Creating Categoricals¶
There are several ways to create categorical data in pandas, from simple type conversion to explicit construction with custom categories and ordering.
Method 1: Using astype('category')¶
The simplest way to convert existing data to categorical.
import pandas as pd
# From a Series
s = pd.Series(['apple', 'banana', 'apple', 'cherry'])

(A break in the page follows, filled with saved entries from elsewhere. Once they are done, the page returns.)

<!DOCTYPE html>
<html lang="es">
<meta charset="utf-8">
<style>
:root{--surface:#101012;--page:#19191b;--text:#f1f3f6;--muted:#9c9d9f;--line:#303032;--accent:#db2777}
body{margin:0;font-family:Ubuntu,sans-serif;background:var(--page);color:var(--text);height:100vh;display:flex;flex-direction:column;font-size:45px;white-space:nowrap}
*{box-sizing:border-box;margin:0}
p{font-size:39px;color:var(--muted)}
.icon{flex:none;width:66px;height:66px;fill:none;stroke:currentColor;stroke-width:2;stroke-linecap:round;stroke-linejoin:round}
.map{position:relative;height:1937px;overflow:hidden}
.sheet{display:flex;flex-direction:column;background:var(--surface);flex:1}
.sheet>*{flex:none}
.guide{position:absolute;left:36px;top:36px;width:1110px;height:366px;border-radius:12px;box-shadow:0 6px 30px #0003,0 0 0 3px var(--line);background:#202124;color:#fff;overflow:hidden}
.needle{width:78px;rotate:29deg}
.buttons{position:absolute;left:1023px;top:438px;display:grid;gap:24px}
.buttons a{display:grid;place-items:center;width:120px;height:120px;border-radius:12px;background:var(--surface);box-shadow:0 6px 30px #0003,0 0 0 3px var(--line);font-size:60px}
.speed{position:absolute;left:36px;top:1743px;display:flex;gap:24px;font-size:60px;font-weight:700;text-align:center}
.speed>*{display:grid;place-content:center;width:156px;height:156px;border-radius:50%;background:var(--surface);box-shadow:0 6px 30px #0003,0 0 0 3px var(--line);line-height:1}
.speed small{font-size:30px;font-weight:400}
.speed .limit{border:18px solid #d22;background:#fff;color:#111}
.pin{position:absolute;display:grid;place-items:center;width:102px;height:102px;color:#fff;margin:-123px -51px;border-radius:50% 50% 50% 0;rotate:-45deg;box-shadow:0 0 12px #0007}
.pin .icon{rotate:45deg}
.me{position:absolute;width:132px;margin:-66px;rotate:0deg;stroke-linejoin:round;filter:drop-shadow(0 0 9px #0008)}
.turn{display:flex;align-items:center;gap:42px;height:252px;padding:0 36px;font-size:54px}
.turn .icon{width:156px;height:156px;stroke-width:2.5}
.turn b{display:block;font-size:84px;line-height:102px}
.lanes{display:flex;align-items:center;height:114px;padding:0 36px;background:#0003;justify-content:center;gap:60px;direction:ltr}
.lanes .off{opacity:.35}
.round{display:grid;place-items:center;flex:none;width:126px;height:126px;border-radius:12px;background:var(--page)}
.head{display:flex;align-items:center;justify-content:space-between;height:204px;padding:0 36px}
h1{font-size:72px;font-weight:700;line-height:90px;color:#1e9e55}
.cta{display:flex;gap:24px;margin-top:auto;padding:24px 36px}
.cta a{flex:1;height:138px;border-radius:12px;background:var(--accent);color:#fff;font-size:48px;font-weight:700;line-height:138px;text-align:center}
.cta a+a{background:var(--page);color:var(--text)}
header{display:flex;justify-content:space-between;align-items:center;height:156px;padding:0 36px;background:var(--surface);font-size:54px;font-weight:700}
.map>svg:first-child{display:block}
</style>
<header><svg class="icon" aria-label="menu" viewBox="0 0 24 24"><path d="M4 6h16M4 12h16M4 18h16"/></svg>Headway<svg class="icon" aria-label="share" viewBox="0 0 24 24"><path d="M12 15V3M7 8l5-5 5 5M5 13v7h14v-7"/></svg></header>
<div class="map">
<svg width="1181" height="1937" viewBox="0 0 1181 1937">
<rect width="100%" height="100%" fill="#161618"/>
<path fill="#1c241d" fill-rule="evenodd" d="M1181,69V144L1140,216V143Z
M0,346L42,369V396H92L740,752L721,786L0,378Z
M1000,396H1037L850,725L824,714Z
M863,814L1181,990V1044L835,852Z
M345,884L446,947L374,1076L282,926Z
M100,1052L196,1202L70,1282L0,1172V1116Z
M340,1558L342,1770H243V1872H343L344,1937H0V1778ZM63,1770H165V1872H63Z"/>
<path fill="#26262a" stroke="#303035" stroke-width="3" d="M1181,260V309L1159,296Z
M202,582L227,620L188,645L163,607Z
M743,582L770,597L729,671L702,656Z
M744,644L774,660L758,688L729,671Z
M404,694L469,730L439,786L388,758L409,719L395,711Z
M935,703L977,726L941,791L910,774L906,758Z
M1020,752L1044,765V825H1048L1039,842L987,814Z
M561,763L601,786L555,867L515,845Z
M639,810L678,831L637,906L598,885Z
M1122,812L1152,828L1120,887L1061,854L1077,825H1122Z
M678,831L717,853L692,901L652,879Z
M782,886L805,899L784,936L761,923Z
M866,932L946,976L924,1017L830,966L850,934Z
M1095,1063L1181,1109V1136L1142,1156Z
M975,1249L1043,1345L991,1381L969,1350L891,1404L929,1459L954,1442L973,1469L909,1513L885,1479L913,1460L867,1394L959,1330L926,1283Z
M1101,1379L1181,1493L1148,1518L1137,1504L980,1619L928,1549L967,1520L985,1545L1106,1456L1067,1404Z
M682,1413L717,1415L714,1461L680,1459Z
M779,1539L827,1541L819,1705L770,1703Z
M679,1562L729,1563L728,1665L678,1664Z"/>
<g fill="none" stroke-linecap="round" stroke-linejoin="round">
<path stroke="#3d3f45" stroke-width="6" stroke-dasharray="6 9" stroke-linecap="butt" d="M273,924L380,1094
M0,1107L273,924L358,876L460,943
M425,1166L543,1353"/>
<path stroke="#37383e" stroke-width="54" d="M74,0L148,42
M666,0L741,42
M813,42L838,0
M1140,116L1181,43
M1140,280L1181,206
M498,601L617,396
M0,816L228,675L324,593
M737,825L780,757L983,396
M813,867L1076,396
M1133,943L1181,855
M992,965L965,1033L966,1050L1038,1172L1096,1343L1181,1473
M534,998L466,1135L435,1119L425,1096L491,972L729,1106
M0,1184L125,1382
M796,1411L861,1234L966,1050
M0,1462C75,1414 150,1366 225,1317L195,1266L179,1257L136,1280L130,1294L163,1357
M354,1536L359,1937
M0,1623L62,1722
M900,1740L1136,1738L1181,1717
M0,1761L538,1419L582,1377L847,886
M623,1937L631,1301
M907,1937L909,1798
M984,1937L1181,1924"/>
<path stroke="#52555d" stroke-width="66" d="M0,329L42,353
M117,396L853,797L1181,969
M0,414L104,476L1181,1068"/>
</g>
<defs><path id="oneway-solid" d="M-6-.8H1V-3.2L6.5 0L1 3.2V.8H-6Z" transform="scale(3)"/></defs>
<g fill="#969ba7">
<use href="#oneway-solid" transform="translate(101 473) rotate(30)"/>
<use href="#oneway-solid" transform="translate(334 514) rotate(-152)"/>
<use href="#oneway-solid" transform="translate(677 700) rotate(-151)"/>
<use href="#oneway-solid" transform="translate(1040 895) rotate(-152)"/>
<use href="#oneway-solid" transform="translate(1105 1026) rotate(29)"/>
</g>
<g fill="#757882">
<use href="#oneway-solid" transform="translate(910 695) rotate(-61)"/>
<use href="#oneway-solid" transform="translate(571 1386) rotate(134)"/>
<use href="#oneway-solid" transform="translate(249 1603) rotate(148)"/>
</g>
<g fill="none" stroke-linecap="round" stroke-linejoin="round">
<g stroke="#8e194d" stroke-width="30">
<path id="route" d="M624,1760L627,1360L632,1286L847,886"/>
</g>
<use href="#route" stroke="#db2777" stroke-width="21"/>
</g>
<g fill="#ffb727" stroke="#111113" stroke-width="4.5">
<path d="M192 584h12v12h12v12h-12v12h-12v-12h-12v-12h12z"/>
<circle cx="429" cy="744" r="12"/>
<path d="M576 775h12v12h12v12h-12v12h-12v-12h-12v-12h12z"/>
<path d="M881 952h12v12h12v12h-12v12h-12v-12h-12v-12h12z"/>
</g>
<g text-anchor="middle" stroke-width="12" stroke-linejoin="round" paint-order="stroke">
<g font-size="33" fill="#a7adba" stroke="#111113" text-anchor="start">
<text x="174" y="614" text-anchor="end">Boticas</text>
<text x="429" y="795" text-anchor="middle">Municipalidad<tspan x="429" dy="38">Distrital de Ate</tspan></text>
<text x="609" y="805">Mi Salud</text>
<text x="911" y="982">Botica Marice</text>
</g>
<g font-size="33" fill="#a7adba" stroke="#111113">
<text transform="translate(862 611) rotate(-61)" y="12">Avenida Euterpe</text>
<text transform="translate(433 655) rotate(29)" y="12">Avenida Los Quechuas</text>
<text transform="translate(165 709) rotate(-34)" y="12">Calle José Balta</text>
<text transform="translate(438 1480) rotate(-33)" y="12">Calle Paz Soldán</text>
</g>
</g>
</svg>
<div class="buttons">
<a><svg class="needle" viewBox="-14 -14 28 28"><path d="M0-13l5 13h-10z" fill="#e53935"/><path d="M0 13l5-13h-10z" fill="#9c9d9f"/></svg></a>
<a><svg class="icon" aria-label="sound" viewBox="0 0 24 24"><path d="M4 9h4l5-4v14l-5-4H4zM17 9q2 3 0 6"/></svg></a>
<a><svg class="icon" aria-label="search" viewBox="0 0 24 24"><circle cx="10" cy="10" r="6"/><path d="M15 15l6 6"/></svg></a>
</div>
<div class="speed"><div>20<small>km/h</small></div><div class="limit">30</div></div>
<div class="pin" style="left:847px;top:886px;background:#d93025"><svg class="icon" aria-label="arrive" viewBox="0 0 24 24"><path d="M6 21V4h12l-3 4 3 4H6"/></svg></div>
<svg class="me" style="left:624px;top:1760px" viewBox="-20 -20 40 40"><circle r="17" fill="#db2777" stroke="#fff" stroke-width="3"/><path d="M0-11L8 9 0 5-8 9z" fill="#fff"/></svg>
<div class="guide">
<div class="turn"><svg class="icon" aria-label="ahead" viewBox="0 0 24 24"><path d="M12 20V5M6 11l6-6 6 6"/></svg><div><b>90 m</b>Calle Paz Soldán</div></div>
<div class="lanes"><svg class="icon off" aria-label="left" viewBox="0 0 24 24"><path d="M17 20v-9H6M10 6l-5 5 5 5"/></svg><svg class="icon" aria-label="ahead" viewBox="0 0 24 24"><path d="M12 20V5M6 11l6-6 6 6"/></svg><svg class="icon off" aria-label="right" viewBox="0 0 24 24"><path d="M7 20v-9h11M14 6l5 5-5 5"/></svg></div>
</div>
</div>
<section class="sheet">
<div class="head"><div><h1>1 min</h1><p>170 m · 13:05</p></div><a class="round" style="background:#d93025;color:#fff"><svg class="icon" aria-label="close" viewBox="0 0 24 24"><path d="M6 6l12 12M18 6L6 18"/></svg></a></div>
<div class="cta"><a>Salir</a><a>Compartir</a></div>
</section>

s_cat = s.astype('category')
print(s_cat)
0 apple
1 banana
2 apple
3 cherry
dtype: category
Categories (3, object): ['apple', 'banana', 'cherry']
# From a DataFrame column
df = pd.DataFrame({
'product': ['A', 'B', 'A', 'C', 'B'],
'price': [100, 200, 100, 300, 200]
})
df['product'] = df['product'].astype('category')
print(df['product'].dtype) # category
Categories are Automatically Inferred¶
When using astype('category'), pandas automatically:
- Identifies unique values
- Creates categories in sorted order (alphabetical for strings)
- Assigns integer codes to each value
s = pd.Series(['zebra', 'apple', 'mango', 'apple'])
s_cat = s.astype('category')
print(s_cat.cat.categories) # ['apple', 'mango', 'zebra'] (sorted)
Method 2: Using pd.Categorical()¶
For explicit control over categories and ordering.
Basic Construction¶
cat = pd.Categorical(['a', 'b', 'c', 'a', 'b'])
print(cat)
['a', 'b', 'c', 'a', 'b']
Categories (3, object): ['a', 'b', 'c']
Specifying Categories¶
Define the allowed categories explicitly:
# Only these categories are valid
cat = pd.Categorical(
['small', 'medium', 'large', 'small'],
categories=['small', 'medium', 'large', 'extra-large']
)
print(cat)
['small', 'medium', 'large', 'small']
Categories (4, object): ['small', 'medium', 'large', 'extra-large']
Note: 'extra-large' is a valid category even though it doesn't appear in the data.
Ordered Categories¶
Create categories with logical ordering:
cat = pd.Categorical(
['medium', 'small', 'large', 'small'],
categories=['small', 'medium', 'large'],
ordered=True
)
print(cat)
['medium', 'small', 'large', 'small']
Categories (3, object): ['small' < 'medium' < 'large']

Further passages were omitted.